Automated Video Generation Pipeline
Python system transforming voice memos into 4K videos with Whisper transcription, intelligent image matching, and cinematic effects
Overview
Built an end-to-end video generation pipeline that takes a voice recording and automatically produces a polished 4K video with matched stock footage, burned-in captions, Ken Burns effects, and intelligent audio ducking.
The Problem
Creating "faceless" content videos is tedious: record narration, transcribe it, find matching footage for each segment, add captions, apply effects, mix audio. A 5-minute video takes 3-4 hours of editing. Content creators need automation.
Architecture Decisions
Why Whisper for transcription?
Word-level timestamps (critical for caption sync). Runs locally (no API costs at scale). High accuracy even with varied accents.
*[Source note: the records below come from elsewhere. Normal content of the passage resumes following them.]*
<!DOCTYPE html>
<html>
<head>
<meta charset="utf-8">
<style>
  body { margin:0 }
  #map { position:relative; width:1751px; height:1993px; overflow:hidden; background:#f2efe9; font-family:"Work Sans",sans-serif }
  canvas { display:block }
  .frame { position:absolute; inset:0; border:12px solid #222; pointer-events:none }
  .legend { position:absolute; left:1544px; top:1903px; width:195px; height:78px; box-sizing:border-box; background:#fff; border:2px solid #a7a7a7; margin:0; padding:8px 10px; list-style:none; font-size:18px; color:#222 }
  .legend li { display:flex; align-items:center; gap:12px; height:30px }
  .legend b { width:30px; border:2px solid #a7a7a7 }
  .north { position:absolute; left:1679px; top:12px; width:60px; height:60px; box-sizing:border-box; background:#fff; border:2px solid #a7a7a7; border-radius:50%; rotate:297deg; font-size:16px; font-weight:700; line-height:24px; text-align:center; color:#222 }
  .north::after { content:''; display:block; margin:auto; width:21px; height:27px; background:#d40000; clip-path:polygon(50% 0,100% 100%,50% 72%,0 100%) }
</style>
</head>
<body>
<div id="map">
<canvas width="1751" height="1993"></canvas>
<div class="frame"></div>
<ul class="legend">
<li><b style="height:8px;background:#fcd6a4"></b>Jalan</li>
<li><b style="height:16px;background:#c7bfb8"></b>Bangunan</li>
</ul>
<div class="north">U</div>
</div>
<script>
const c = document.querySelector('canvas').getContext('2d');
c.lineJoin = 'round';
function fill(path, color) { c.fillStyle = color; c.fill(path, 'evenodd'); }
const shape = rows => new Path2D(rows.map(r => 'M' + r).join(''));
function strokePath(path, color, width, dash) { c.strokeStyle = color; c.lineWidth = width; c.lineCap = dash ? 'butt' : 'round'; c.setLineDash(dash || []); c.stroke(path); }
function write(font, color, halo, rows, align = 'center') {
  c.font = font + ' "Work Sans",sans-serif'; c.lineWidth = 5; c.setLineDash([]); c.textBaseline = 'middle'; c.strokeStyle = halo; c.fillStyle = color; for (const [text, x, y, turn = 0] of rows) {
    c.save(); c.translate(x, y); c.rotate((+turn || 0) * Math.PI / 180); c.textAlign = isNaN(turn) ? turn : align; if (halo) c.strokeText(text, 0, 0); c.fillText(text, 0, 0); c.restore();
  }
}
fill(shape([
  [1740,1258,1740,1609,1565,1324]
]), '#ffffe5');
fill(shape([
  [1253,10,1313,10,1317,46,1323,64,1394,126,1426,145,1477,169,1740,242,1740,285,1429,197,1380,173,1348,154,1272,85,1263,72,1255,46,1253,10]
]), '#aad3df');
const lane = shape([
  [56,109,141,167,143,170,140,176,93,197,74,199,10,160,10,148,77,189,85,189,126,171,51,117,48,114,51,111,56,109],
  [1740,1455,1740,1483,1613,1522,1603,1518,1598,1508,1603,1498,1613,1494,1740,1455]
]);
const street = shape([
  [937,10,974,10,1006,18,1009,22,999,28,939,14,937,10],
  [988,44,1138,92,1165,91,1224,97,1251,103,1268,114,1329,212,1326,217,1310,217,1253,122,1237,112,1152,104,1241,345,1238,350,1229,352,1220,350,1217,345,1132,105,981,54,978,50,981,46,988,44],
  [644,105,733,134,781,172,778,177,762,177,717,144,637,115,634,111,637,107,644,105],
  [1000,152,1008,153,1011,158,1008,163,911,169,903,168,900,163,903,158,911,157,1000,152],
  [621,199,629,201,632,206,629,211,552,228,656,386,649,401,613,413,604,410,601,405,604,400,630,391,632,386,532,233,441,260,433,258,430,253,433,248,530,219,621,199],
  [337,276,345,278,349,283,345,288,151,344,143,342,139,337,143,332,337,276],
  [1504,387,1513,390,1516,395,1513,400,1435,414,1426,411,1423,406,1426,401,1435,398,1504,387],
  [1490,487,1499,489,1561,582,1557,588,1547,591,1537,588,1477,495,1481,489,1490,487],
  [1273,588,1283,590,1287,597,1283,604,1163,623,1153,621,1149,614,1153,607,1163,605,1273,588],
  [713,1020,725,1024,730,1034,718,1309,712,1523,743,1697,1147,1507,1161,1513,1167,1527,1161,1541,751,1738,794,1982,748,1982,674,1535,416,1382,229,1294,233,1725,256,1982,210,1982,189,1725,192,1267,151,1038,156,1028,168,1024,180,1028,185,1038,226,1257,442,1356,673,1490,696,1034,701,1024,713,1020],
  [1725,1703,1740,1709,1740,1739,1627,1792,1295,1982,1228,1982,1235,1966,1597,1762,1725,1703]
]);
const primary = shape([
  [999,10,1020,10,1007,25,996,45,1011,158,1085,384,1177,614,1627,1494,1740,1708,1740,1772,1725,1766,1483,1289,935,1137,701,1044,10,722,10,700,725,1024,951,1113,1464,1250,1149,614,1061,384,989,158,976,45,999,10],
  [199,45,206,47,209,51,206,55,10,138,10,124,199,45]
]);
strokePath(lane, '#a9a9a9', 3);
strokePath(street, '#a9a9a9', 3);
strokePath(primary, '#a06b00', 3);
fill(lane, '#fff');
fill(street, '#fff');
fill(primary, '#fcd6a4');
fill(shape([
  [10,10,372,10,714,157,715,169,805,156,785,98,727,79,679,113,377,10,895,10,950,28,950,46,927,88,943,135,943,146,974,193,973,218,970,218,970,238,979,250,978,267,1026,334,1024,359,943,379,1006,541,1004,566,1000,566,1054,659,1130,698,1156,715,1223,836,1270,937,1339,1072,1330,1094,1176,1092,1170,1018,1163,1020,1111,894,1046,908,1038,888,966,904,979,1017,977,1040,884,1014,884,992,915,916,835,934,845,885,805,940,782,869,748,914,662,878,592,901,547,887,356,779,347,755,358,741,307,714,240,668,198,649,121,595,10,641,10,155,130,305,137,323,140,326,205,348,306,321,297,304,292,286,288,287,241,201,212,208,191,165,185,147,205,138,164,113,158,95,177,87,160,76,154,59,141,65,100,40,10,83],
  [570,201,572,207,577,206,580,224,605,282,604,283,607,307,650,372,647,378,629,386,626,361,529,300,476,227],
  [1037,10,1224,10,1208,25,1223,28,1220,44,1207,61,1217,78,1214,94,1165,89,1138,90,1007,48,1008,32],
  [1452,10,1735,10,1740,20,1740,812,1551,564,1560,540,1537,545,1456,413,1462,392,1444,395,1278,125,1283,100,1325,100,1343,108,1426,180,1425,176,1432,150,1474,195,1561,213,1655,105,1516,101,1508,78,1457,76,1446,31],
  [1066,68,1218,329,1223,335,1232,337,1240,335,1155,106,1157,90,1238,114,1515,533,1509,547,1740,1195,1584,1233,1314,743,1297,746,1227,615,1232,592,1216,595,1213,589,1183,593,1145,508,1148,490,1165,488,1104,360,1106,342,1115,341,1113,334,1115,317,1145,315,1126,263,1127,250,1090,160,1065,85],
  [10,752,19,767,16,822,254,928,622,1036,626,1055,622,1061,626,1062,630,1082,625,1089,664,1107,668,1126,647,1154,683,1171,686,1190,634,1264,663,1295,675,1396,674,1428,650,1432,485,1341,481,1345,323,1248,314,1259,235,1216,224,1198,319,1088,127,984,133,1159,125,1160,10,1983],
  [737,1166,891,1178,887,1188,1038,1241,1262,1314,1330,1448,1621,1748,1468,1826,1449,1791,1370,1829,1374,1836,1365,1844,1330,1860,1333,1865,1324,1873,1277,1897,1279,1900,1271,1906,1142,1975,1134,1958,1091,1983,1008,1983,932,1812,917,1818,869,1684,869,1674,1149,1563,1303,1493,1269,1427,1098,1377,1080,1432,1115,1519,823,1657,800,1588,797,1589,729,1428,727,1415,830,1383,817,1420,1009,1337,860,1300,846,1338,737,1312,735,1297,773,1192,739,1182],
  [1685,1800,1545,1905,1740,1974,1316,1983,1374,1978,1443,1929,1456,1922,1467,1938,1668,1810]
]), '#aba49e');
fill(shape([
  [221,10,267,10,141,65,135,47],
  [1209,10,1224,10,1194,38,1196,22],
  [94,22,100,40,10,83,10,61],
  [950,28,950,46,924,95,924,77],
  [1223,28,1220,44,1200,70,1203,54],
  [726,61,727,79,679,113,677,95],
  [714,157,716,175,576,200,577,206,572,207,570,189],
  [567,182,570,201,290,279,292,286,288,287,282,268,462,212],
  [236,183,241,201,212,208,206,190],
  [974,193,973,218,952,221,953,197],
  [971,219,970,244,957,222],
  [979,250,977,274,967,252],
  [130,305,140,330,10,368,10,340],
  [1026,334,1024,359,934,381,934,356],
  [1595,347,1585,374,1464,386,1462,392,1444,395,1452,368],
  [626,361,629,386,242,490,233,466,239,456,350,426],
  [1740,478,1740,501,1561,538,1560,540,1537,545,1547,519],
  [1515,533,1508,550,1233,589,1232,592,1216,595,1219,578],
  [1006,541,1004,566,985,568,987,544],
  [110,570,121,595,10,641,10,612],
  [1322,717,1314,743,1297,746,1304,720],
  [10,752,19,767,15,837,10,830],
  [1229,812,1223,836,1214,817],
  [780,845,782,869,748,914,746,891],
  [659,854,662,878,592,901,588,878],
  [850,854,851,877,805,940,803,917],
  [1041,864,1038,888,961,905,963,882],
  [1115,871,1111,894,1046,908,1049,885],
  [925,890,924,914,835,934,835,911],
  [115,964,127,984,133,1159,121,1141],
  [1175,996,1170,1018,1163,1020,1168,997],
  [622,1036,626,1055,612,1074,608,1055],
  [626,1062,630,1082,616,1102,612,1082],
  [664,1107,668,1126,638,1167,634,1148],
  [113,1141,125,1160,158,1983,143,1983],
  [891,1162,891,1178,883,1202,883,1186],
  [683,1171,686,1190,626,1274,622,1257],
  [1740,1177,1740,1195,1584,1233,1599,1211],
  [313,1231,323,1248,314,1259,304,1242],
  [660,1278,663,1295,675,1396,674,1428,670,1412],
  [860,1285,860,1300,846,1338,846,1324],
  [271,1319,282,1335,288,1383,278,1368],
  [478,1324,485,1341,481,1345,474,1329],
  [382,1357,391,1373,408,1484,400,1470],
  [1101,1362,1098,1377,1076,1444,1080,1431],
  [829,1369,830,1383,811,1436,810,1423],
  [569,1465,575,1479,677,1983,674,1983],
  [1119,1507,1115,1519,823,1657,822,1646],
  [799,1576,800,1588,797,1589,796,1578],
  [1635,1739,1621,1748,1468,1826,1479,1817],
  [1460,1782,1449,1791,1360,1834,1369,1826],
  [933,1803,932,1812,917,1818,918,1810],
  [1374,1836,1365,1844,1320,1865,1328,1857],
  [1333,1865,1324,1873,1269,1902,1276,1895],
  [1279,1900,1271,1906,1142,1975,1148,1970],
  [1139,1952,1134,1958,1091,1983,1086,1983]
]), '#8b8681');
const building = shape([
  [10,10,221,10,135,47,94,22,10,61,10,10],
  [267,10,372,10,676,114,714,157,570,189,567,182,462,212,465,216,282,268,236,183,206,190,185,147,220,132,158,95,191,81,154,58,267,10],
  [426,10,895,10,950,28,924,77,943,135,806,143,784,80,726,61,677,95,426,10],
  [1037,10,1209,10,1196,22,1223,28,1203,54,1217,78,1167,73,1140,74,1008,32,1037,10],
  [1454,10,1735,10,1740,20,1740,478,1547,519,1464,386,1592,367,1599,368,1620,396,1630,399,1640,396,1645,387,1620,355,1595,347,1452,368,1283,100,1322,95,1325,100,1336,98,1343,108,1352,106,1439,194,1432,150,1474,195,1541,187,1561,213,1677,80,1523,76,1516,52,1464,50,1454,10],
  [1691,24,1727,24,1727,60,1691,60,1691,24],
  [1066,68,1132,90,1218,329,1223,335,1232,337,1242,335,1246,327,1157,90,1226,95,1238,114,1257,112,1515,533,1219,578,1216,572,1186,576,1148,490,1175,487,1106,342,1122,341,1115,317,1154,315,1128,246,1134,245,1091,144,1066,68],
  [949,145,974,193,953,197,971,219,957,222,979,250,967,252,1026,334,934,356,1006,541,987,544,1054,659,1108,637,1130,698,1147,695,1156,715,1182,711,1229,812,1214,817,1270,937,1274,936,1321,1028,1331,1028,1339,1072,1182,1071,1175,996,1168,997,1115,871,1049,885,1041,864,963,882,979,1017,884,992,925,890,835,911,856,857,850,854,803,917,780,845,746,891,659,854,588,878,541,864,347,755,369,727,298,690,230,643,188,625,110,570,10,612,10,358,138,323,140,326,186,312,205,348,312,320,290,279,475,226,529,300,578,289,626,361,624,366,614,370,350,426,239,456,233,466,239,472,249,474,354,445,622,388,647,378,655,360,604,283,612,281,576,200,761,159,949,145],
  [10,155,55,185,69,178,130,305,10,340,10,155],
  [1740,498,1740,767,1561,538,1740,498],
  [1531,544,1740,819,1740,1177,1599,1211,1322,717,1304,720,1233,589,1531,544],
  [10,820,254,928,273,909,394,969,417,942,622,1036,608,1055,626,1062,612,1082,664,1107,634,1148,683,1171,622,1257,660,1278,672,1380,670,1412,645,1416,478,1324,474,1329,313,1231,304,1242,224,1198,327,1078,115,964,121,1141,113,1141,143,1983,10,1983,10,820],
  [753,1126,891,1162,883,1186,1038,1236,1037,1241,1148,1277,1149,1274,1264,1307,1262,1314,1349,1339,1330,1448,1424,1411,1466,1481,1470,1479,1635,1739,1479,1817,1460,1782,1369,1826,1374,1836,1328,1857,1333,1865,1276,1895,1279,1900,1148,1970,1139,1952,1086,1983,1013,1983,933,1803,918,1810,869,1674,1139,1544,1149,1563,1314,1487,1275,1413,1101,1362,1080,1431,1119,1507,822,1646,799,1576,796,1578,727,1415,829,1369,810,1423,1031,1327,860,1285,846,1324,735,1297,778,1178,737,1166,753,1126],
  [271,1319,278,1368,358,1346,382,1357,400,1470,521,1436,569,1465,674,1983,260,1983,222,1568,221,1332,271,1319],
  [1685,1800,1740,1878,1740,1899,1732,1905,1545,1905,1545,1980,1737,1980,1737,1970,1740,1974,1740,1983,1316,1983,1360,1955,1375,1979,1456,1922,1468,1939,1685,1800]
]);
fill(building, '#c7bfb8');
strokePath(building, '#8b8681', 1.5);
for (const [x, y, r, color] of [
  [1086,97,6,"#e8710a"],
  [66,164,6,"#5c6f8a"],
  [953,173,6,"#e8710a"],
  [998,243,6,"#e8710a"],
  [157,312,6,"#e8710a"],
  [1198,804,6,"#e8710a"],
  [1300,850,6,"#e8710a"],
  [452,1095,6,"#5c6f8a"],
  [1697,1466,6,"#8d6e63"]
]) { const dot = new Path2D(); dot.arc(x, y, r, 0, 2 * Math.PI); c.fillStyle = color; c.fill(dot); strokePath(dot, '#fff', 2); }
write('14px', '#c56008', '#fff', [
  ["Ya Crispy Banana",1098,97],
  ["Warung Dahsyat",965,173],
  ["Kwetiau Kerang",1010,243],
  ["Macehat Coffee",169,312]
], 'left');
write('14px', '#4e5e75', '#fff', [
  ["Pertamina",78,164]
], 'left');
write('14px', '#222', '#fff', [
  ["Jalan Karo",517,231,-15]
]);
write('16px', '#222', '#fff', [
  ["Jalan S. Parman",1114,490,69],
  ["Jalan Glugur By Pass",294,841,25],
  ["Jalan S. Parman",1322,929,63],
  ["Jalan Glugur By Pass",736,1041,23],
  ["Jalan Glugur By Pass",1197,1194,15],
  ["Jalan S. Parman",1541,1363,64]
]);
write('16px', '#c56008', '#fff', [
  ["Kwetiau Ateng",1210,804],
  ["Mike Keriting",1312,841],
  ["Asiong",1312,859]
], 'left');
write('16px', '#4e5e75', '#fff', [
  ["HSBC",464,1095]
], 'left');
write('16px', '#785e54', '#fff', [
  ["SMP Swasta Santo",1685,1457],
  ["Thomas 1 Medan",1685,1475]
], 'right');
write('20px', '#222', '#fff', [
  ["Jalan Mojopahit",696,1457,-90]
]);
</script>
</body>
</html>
Why TF-IDF for image matching?
Fast similarity computation. Works without training data. Interpretable results (can debug matches).
Why MoviePy over raw FFmpeg?
Pythonic API for complex compositions. Built-in effects library. Easier timeline manipulation.
Key Features
- Whisper Transcription: Word-level timestamps for precise caption sync
- TF-IDF Image Matching: Intelligent pairing of transcript segments to stock footage
- Ken Burns Effects: Automated zoom/pan animations (zoom in, zoom out, pan left/right)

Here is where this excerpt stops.